My blog is not to help survivors recover, it is to have the 10 million yearly stroke survivors light fires underneath their doctors, stroke hospitals and stroke researchers to get stroke solved. 100% recovery. The stroke medical world is completely failing at that goal, they don't even have it as a goal. Shortly after getting out of the hospital and getting NO information on the process or protocols of stroke rehabilitation and recovery I started searching on the internet and found that no other survivor received useful information. This is an attempt to cover all stroke rehabilitation information that should be readily available to survivors so they can talk with informed knowledge to their medical staff. It lays out what needs to be done to get stroke survivors closer to 100% recovery. It's quite disgusting that this information is not available from every stroke association and doctors group.

Friday, November 29, 2019

Case study: ‘Survivors need more support after leaving hospital‘

Wrong,  wrong,  wrong. Survivors need rehab protocols that deliver 100% recovery. This secondary problem wouldn't exist except for the complete failure of your stroke hospital in getting survivors recovered. Address the correct problem.  

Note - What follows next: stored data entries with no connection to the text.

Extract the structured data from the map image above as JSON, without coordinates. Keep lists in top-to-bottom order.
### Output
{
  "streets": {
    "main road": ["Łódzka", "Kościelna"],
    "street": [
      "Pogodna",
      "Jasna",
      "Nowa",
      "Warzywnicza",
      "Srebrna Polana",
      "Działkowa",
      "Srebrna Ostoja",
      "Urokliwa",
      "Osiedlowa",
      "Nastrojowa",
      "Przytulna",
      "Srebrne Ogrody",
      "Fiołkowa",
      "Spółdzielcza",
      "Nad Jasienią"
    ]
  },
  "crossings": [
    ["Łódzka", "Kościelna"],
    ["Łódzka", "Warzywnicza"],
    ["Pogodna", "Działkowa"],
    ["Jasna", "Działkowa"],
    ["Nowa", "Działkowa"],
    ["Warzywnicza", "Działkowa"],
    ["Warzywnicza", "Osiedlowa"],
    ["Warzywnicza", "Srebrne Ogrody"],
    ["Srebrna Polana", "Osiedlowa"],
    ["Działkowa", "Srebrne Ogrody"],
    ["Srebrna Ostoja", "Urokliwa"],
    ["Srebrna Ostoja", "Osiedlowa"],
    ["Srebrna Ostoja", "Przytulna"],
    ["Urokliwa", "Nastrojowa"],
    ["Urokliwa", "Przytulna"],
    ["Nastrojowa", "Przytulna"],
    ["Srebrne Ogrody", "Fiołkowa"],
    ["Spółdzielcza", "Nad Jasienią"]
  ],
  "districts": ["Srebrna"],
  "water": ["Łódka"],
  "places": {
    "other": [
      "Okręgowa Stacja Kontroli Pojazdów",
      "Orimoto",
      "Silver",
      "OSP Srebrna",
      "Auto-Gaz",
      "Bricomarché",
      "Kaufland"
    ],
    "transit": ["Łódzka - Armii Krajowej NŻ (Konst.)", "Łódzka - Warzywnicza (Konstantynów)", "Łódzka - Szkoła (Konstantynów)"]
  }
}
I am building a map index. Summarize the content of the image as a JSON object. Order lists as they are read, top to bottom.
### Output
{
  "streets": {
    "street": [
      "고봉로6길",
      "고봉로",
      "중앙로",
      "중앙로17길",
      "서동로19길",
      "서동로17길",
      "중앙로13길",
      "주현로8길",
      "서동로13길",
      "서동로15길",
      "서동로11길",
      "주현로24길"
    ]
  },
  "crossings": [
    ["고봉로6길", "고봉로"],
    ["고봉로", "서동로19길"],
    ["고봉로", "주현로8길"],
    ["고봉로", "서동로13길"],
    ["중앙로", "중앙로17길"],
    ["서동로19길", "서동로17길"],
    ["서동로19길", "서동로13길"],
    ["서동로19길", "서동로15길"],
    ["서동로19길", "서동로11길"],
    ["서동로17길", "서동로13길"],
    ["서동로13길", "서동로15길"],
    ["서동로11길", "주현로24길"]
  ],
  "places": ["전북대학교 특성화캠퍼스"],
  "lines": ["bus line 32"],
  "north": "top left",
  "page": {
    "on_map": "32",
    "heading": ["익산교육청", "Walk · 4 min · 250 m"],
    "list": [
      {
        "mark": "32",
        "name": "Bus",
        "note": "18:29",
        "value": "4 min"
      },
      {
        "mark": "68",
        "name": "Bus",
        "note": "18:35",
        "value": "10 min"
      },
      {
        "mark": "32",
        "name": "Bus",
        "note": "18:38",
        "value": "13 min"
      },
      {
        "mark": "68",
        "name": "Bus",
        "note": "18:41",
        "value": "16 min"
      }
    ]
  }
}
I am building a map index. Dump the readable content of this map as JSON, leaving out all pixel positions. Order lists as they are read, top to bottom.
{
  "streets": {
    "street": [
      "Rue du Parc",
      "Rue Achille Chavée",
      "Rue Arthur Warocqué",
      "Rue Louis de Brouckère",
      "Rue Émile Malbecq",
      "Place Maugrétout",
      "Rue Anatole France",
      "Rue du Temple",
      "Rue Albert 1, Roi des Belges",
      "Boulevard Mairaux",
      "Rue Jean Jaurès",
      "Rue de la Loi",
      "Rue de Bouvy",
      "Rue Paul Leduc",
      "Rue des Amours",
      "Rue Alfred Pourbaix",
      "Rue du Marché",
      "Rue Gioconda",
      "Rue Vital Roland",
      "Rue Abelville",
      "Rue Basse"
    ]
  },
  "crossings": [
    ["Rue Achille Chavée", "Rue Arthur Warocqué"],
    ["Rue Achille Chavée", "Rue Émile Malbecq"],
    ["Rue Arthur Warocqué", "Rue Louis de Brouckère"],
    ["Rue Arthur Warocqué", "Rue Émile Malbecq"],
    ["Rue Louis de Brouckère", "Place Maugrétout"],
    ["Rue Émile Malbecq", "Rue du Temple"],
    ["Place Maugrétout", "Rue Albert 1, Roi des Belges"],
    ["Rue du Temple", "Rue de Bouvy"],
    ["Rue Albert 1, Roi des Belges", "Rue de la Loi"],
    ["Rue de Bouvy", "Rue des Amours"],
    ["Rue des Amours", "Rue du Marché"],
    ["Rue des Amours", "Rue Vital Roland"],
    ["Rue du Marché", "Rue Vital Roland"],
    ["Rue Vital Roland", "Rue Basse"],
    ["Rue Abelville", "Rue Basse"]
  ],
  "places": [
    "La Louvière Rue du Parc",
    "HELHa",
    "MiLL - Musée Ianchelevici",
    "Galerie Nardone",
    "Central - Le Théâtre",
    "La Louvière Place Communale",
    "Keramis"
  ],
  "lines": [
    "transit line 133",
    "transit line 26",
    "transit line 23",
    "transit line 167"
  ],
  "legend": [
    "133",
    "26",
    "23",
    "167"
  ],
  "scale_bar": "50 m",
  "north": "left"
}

Case study: ‘Survivors need more support after leaving hospital‘

Retired engineer Martin Hally has spoken of the intense struggle faced by many stroke survivors who are denied the chance to rebuild their lives because of a lack of support and therapy.
Mr Hally (74), from Dalkey, in Dublin, suffered a stroke while he was a patient in St Vincent‘s Hospital.
“I had enjoyed great health but one morning my wife noticed I was holding a spoon awkwardly and I felt drowsy.
“I was taken by ambulance to hospital and they found I had a transient ischaemic attack (TIA), or mini stroke.
“I was just about to be discharged from hospital when I suffered a full-blown stroke.”
The stroke affected his left side and he had to learn to walk again, helped by the physiotherapy and occupational therapy he received after being discharged to the Royal Hospital in Donnybrook for a few weeks.
“I left and was walking successfully with a stick.”
However, he believes that stroke survivors are denied the chance to reach their full potential in recovery because of a lack of rehab services in hospital and the community.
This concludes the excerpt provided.